=== Dataset extract ===
Start of Block
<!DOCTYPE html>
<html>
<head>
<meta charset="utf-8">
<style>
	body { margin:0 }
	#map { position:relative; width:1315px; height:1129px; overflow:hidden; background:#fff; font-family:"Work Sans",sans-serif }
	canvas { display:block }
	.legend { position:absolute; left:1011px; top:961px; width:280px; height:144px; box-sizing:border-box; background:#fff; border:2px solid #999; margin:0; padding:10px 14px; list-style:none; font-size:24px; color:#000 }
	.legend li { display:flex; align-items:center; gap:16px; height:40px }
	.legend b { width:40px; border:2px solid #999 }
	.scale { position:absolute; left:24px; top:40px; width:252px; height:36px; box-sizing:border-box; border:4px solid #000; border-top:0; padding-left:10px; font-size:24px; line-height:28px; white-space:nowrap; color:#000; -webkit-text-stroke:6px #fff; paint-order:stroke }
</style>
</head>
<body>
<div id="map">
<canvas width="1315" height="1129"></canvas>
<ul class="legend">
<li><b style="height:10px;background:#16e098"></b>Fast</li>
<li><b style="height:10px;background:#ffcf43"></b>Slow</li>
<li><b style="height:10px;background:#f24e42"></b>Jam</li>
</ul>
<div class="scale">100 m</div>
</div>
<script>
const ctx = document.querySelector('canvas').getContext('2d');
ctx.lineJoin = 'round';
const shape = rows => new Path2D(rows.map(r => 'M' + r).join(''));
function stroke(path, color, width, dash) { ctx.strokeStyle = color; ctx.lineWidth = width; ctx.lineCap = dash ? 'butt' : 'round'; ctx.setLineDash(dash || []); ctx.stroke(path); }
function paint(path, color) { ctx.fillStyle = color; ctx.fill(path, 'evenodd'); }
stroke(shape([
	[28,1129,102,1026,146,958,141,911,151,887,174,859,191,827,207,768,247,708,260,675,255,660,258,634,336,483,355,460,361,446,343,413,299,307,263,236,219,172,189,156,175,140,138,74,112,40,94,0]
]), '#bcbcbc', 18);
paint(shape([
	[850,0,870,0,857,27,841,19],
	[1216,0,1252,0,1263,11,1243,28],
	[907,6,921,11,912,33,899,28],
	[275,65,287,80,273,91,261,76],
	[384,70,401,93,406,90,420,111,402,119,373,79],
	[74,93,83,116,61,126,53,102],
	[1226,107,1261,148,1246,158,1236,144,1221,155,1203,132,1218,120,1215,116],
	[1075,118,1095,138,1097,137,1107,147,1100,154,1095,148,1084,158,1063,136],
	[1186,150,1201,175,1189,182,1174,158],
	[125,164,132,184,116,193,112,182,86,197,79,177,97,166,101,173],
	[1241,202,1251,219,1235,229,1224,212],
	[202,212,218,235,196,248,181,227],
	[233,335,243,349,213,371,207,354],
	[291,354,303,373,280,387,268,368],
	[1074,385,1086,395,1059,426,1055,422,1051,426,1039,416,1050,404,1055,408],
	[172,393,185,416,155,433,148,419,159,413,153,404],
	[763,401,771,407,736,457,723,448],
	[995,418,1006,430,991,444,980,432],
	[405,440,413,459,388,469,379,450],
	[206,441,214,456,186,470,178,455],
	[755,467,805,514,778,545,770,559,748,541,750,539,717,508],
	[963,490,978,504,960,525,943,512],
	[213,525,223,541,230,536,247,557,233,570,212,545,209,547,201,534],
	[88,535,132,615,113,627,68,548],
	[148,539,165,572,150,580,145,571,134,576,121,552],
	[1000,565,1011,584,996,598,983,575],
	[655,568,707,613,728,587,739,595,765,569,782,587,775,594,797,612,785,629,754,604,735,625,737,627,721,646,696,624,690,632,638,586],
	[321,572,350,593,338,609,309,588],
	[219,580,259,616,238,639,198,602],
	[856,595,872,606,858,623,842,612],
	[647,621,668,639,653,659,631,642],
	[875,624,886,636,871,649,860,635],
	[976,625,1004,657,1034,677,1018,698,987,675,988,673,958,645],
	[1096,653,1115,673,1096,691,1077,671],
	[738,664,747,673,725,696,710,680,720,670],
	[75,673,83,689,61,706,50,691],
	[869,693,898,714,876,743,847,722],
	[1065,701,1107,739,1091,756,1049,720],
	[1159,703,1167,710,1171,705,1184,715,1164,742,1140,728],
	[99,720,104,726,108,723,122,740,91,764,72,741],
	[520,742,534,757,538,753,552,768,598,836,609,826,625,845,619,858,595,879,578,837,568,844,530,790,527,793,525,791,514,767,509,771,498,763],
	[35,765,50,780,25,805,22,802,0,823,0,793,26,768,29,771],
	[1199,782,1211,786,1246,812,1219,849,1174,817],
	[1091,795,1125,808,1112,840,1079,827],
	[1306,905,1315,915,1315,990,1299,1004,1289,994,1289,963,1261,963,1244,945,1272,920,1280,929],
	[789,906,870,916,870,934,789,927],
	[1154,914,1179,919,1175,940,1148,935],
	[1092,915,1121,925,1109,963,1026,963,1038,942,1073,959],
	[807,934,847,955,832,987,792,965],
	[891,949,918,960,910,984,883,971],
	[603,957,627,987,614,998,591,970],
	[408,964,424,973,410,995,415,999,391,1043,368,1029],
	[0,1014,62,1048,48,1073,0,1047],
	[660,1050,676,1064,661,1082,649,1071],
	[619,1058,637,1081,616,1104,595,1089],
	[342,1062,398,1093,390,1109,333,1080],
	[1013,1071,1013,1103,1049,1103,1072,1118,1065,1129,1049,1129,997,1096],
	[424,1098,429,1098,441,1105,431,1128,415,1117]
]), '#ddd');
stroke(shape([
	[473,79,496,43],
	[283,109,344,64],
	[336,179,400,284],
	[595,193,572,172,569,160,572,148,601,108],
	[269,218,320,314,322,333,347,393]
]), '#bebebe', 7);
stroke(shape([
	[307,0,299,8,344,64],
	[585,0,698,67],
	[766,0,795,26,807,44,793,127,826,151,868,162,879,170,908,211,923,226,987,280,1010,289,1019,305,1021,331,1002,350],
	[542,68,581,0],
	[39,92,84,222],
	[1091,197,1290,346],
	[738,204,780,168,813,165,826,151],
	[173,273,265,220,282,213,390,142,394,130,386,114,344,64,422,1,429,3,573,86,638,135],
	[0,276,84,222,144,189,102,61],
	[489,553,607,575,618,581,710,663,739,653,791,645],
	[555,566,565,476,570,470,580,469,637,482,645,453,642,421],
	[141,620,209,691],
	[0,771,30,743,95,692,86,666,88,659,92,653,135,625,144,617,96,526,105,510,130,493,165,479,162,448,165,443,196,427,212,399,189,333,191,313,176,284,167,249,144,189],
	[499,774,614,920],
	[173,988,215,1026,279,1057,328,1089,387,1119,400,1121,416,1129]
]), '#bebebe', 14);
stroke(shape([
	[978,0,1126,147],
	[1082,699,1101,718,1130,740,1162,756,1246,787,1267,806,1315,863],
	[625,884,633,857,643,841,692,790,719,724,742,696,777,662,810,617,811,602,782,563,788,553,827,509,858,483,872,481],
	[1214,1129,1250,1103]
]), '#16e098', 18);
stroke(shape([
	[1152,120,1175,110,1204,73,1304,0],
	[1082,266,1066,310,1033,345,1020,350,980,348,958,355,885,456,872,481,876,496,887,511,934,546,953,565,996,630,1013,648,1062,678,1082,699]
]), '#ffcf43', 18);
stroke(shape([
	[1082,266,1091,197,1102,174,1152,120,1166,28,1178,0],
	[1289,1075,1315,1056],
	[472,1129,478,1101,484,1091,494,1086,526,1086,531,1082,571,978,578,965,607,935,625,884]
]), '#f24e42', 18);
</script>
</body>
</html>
End of Block
=== Instructions for the task ===
Search the listing above for the string "canvas". Copy every line that contains it.

=== Task response ===
	canvas { display:block }
<canvas width="1315" height="1129"></canvas>
const ctx = document.querySelector('canvas').getContext('2d');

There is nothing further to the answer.